I have a relatively simple setup with custom shader and a custom blend mode:

  • A Scene and a PerspectiveCamera
  • An IcosahedronBufferGeometry
  • A custom new THREE.ShaderMaterial with custom shaders
  • Some new THREE.Points with the icosahedron and that custom shader material

My shader material has a custom blend mode:

shaderMaterial.blending =      THREE.CustomBlending;
shaderMaterial.blendSrc =      THREE.OneFactor;
shaderMaterial.blendDst =      THREE.OneFactor;
shaderMaterial.blendEquation = THREE.AddEquation;

and my fragment shader currently only does this:

gl_FragColor = vec4(0.0, 0.1, 0.0, 0.0);

Since I'm rendering into a fully black canvas, the expected color of drawn points should be, considering the blending mode:

 SRC                     DST
r = 0                   r = 0                 r = 0
g = 0.1   *   1.0   +   g = 0   *   1.0   =   g = 0.1
b = 0                   b = 0                 b = 0

However, I get a totally different result:

points on an icosahedron

The points are rendered much more brightly than the expected 0.1. Using gl_FragColor = vec4(0.0, 0.2, 0.0, 0.0); the points become fully saturated (g = 255).

What causes this? I have some ideas and hopefully can push me in the right direction.

  1. Perhaps three.js appends some code to my fragment shader, modifying the gl_FragColor?
  2. Maybe I'm not aware of some extra rendering / post processing step that three.js does?
  3. Maybe I've misunderstood the math regarding blending modes?
  4. Maybe there is some implementation error in three.js?
  5. Perhaps it's a browser / canvas / color space thing? (However, I cannot imagine any transformation that causes a green value of 0.2 to become fully saturated (255) in any color space transformation!)

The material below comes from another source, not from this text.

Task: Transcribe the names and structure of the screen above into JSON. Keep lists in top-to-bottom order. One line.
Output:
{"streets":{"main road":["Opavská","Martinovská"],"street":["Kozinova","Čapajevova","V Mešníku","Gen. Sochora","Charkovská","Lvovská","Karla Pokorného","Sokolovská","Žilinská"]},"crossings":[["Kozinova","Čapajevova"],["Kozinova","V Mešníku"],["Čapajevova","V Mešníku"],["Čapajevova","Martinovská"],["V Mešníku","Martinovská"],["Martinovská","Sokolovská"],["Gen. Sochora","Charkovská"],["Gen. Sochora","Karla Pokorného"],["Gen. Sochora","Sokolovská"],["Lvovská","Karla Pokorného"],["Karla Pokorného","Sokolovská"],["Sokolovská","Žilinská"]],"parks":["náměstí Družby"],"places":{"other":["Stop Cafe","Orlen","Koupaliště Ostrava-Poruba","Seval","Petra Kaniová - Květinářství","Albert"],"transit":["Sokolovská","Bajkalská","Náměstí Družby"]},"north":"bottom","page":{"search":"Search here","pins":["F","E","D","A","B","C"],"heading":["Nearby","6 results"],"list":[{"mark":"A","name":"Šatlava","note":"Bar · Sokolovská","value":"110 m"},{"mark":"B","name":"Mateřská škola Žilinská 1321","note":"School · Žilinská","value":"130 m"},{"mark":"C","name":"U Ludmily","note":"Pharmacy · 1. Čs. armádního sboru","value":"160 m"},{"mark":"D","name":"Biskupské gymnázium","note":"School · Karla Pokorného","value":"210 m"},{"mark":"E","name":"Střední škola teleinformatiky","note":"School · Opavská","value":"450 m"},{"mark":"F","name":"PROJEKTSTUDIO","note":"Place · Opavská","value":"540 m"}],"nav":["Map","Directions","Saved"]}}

Any help would be greatly appreciated. Thanks!


Solution

  • The issue is every point is being drawn 5 times because IcosahedronBufferGeometry is designed for drawing triangles. Each vertex is shared by 5 triangles. We can test this by augmenting drawArrays

    Running the code below we see it's asking to draw 60 points even though visually there would only be 12 (the code below does not draw anything visible, it's only designed to check the draw call).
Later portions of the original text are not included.